Parmi les raisons qui expliquent la non utilisation des traitements thermiques pour prévenir la mélanose des crevettes, l'une des plus importantes est l'utilisation d'une matière première congelée. Le process habituel est le suivant : après récolte dans les bassins d'élevage, les crevettes sont le plus souvent tuées sur place dans un bain de sulfites puis ramenées sous glace à l'usine de congélation.
Des variantes de ce traitement existent qui permettent de réduire les taux de sulfites résiduels dans les crevettes. Mais en raison des conditions de récolte dans les pays chauds et de l'éloignement fréquent des usines de congélation, c'est souvent ce traitement basique qui est mis en œuvre pour garantir l'absence de mélanose. La mélanose peut également se développer chez le cuiseur, pendant la décongélation des blocs de crevettes. Là aussi, par précaution, un retraitement est parfois appliqué.

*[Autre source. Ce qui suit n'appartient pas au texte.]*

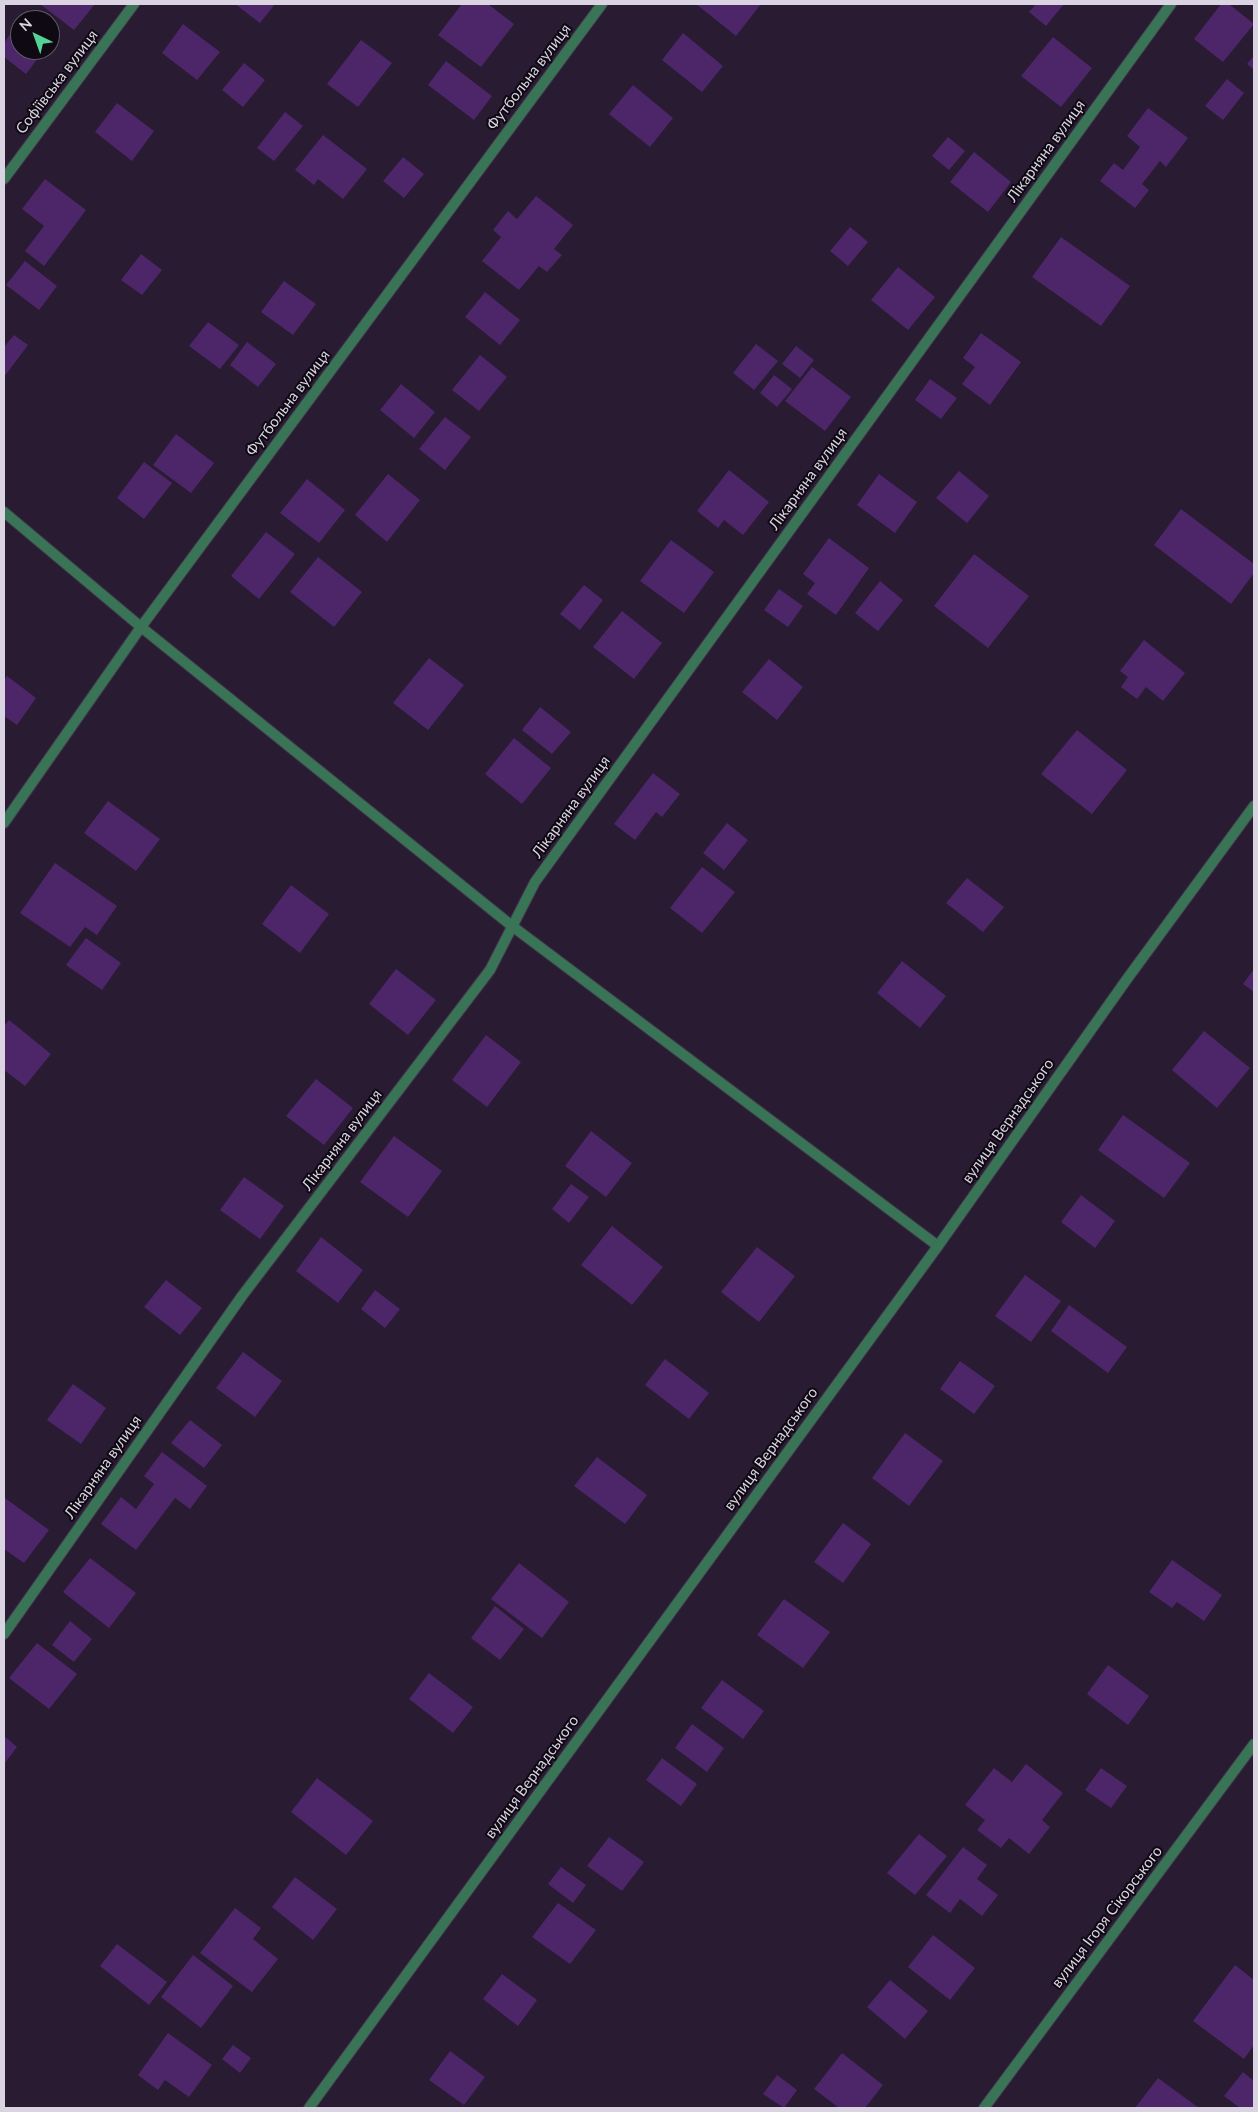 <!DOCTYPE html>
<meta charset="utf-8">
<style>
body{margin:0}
#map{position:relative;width:1258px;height:2112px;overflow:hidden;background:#281b32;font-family:Lato,sans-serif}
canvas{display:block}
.frame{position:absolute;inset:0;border:5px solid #dad3e2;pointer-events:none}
.north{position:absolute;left:10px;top:10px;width:50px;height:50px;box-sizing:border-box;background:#0e0912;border:1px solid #605a65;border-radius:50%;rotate:318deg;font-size:14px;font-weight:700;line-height:20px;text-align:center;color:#dad3e2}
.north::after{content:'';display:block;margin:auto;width:18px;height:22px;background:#54d395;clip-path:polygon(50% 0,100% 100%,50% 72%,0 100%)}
</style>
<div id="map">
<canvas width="1258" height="2112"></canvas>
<div class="frame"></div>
<div class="north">N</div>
</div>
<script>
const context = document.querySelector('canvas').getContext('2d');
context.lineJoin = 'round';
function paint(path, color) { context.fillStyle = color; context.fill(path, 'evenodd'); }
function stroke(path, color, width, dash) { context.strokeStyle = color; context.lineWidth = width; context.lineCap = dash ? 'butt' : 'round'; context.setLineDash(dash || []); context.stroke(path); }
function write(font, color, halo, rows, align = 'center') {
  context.font = font + ' Lato,sans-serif'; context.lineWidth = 4; context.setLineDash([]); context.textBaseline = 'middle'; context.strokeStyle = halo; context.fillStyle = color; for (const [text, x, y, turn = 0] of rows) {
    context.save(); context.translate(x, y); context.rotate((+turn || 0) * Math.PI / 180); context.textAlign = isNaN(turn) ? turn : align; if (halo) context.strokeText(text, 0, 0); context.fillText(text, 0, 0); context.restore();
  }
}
const building = new Path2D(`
 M40 4H95L74 30Z
 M235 4H275L260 23Z
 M462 4H488L514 24 481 67 438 35Z
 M696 4H761L736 36Z
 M1036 4H1064L1046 26 1029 12Z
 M1221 4H1229L1254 24 1223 62 1194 39Z
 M18 23 20 25V50H44L26 74 4 57V43Z
 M183 24 220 52 197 80 162 53Z
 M683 33 723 66 702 92 662 60Z
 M1053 37 1092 68 1061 107 1021 76Z
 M361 40 392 63 358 107 327 84Z
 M1254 56V70L1247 64Z
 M446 61 492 96 474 120 428 85Z
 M244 63 265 80 243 107 222 90Z
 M1227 79 1244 93 1223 120 1205 106Z
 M633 85 673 118 650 147 609 114Z
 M117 103 154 131 132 161 95 132Z
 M1148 108 1188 138 1166 167 1160 161 1142 184 1149 190 1135 208 1100 181 1114 163 1123 170 1140 147 1127 136Z
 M285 112 303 126 274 161 257 148Z
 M323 135 367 169 343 199 318 179 314 185 295 170Z
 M948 137 965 151 949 170 932 156Z
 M974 152 1011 182 988 212 950 182Z
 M403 157 424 174 404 198 383 181Z
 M45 179 86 210 44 266 25 251 44 226 22 209Z
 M536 196 573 225 554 249 562 255 547 272 539 266 519 290 482 261 501 237 493 230 508 211 517 219Z
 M850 227 868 242 848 266 830 251Z
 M1061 237 1130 286 1101 326 1032 277Z
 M141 254 162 270 142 295 121 280Z
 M25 261 57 286 39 310 6 285Z
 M898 267 935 297 908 330 871 300Z
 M284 281 316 304 293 335 261 312Z
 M485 292 520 320 500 345 465 317Z
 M208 322 239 345 220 369 189 346Z
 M981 333 1021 362 990 405 962 384 975 367 963 358Z
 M14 335 28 345 4 377V347Z
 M247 342 276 364 258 387 230 365Z
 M756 344 778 361 754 390 733 373Z
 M796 346 814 360 800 378 782 364Z
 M480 355 507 377 479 411 452 390Z
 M812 367 851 397 825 431 785 401Z
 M774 375 792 389 777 407 760 393Z
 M930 379 957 398 941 419 915 400Z
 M401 384 435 412 414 438 380 410Z
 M445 417 471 437 445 470 419 449Z
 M176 434 214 463 191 493 153 465Z
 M144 462 172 483 144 519 117 498Z
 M729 470 769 502 743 535 724 520 718 528 697 511Z
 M959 471 989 496 967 523 936 498Z
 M388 474 420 500 387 542 355 515Z
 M879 474 917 502 895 533 857 505Z
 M307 479 345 510 319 543 280 513Z
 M1181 509 1254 564V573L1231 604 1154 545Z
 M266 532 295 554 259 599 231 576Z
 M829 538 869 568 836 615 807 594 815 583 803 574Z
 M671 540 714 572 684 613 640 581Z
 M974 554 1029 596 988 648 934 606Z
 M318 557 362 592 334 627 290 592Z
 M880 581 903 600 878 631 855 613Z
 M584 585 603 600 580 630 560 614Z
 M779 589 803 606 788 627 764 610Z
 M622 611 662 643 634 679 593 647Z
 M1144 640 1185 673 1163 701 1146 687 1137 699 1121 687 1128 677 1120 671Z
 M429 658 464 685 428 730 393 703Z
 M769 659 803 687 777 720 742 692Z
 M7 676 36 698 17 725 4 716V680Z
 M540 707 571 732 552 754 522 730Z
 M1077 730 1127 770 1092 814 1041 774Z
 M514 738 551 768 522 804 485 774Z
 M653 773 680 794 662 817 656 812 635 840 614 824Z
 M108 801 160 839 136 871 84 833Z
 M727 823 748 840 724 870 703 853Z
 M55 863 117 906 97 935 85 927 70 947 20 913Z
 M702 867 735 892 702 933 670 908Z
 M967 878 1004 907 983 932 946 903Z
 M291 885 329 914 300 953 262 924Z
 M86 938 121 963 102 990 66 965Z
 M902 961 946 996 920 1028 877 993Z
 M396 969 436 1000 408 1035 369 1004Z
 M1254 969V992L1243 984Z
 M9 1020 51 1054 25 1086 4 1070V1026Z
 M1204 1031 1250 1068 1217 1108 1172 1070Z
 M486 1035 521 1062 487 1107 452 1080Z
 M316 1079 353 1108 324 1145 286 1116Z
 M1123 1115 1190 1163 1164 1198 1098 1150Z
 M591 1131 632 1163 606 1197 565 1166Z
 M394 1136 442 1171 408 1217 360 1182Z
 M244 1177 284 1206 260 1239 220 1210Z
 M571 1184 589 1197 569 1223 552 1209Z
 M1081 1195 1115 1221 1095 1248 1061 1222Z
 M612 1226 663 1267 632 1305 581 1265Z
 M321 1237 363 1270 338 1303 296 1271Z
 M757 1247 795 1276 759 1322 721 1292Z
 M1025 1275 1061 1301 1031 1342 995 1316Z
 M166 1280 202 1308 180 1335 144 1307Z
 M375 1290 400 1309 385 1328 361 1309Z
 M1069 1305 1127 1347 1108 1373 1051 1331Z
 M243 1352 282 1381 255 1417 216 1388Z
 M665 1359 709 1393 689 1419 645 1385Z
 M960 1361 995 1386 974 1414 940 1389Z
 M73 1384 106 1408 81 1444 47 1420Z
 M190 1420 222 1445 204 1468 171 1443Z
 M905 1433 943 1461 909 1506 872 1478Z
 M162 1452 207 1486 190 1509 175 1498 136 1550 101 1524 121 1497 136 1509 154 1484 144 1476Z
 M597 1457 647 1495 625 1524 574 1486Z
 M5 1498 49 1530 24 1563 4 1549V1500Z
 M843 1523 871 1544 843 1583 814 1562Z
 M90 1558 136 1593 109 1628 63 1592Z
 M1172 1560 1222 1595 1204 1621 1177 1602 1172 1608 1149 1592Z
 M519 1563 569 1602 542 1638 491 1599Z
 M784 1599 830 1632 803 1668 757 1635Z
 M495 1606 524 1629 500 1660 471 1638Z
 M70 1621 92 1639 74 1662 52 1645Z
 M37 1643 77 1674 49 1709 9 1678Z
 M1108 1665 1149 1696 1128 1725 1087 1694Z
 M429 1673 473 1707 453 1733 409 1699Z
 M722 1680 764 1711 743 1739 701 1708Z
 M692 1724 724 1748 707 1772 675 1748Z
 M4 1736 17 1747 4 1764Z
 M662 1758 697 1784 681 1806 646 1780Z
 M1026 1764 1063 1793 1042 1820 1050 1827 1029 1854 1009 1838 1001 1848 977 1830 985 1820 965 1805 994 1768 1012 1782Z
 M1101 1768 1127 1786 1111 1808 1085 1790Z
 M317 1778 373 1821 346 1855 291 1812Z
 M919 1834 947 1856 915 1895 887 1873Z
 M609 1837 644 1862 622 1891 587 1866Z
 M963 1847 987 1865 977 1879 998 1895 982 1916 960 1899 950 1913 926 1895Z
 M561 1867 586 1885 573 1903 548 1884Z
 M295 1877 337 1909 313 1940 272 1907Z
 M558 1903 596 1930 570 1964 532 1937Z
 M235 1908 261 1928 253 1939 278 1959 252 1992 200 1953Z
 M933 1935 975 1968 950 2000 908 1967Z
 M117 1944 167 1982 149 2005 100 1966Z
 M193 1955 233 1986 201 2028 161 1997Z
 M1235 1965 1254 1980V2045L1244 2059 1193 2021Z
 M502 1974 537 2000 518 2026 483 1999Z
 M890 1980 928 2011 905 2039 867 2007Z
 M168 2033 212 2065 189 2097 165 2080 158 2090 138 2075Z
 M233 2045 251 2058 240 2073 222 2059Z
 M450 2051 485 2077 464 2105 429 2080Z
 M842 2053 883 2085 865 2108H839L814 2089Z
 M1243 2072 1254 2081V2108H1240L1224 2096Z
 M777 2075 797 2090 784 2108 763 2094Z
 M1158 2078 1199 2108H1135Z`);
const minor = new Path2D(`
 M4 179 134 4
 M4 512 141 627 512 926 938 1246
 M4 823 141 627 602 4
 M4 1634 242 1296 490 970 535 882 1171 4
 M984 2108 1254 1744`);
const tertiary = new Path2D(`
 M309 2108 938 1246 1127 979 1254 806`);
const streetNames = [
 ["Футбольна вулиця",529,77,-53],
 ["Софіївська вулиця",57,82,-53],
 ["Лікарняна вулиця",1046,151,-54],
 ["Футбольна вулиця",288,403,-53],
 ["Лікарняна вулиця",808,479,-54],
 ["Лікарняна вулиця",571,807,-54],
 ["вулиця Вернадського",1008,1121,-55],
 ["Лікарняна вулиця",342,1140,-53],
 ["вулиця Вернадського",771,1449,-54],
 ["Лікарняна вулиця",103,1467,-55],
 ["вулиця Вернадського",532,1777,-54],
 ["вулиця Ігоря Сікорського",1107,1917,-53]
];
paint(building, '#4d266a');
stroke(minor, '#41354b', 12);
stroke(tertiary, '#41354b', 12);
stroke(minor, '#387455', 10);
stroke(tertiary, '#387455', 10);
write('15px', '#dad3e2', '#0e0912', streetNames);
</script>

La prévention de la mélanose des crevettes par traitement thermique supposerait donc au moins deux conditions :
- une congélation précoce des crevettes après récolte,
- et une technique de congélation individuelle de ces crevettes.
Cette dernière condition, c.a.d. la congélation individuelle des crevettes, permet en effet une cuisson directe des crevettes à l'état congelé, ce qui dispense de la phase de décongélation, toujours risquée sur le plan de la mélanose. Elle permet aussi, par rapport à la congélation en blocs, d'assurer une cuisson uniforme des crevettes dans le bain de cuisson, et donc une maîtrise de la réduction d'activité de la PPO et du rendement poids à la cuisson.
D'autres agents chimiques que les sulfites sont réputés capables de prévenir la mélanose des crevettes, néanmoins, dans la pratique industrielle actuelle, ils ne sont réellement efficaces que sur des crevettes étêtées (marché américain), alors que c'est surtout au niveau de la tête que se manifeste la mélanose (marché français : crevette entière). Compte tenu de la réduction d'activité de la PPO apportée par une cuisson suffisante des crevettes, il serait possible que ces agents chimiques " légers " soient suffisamment efficaces en remplacement des sulfites.
Enfin, parmi les pistes de recherche à explorer, il faut mentionner l'essai de couples temps/température de type HTST (high temperature/short time). En effet, les essais préliminaires menés dans cette voie par le CEVPM semblaient prometteurs.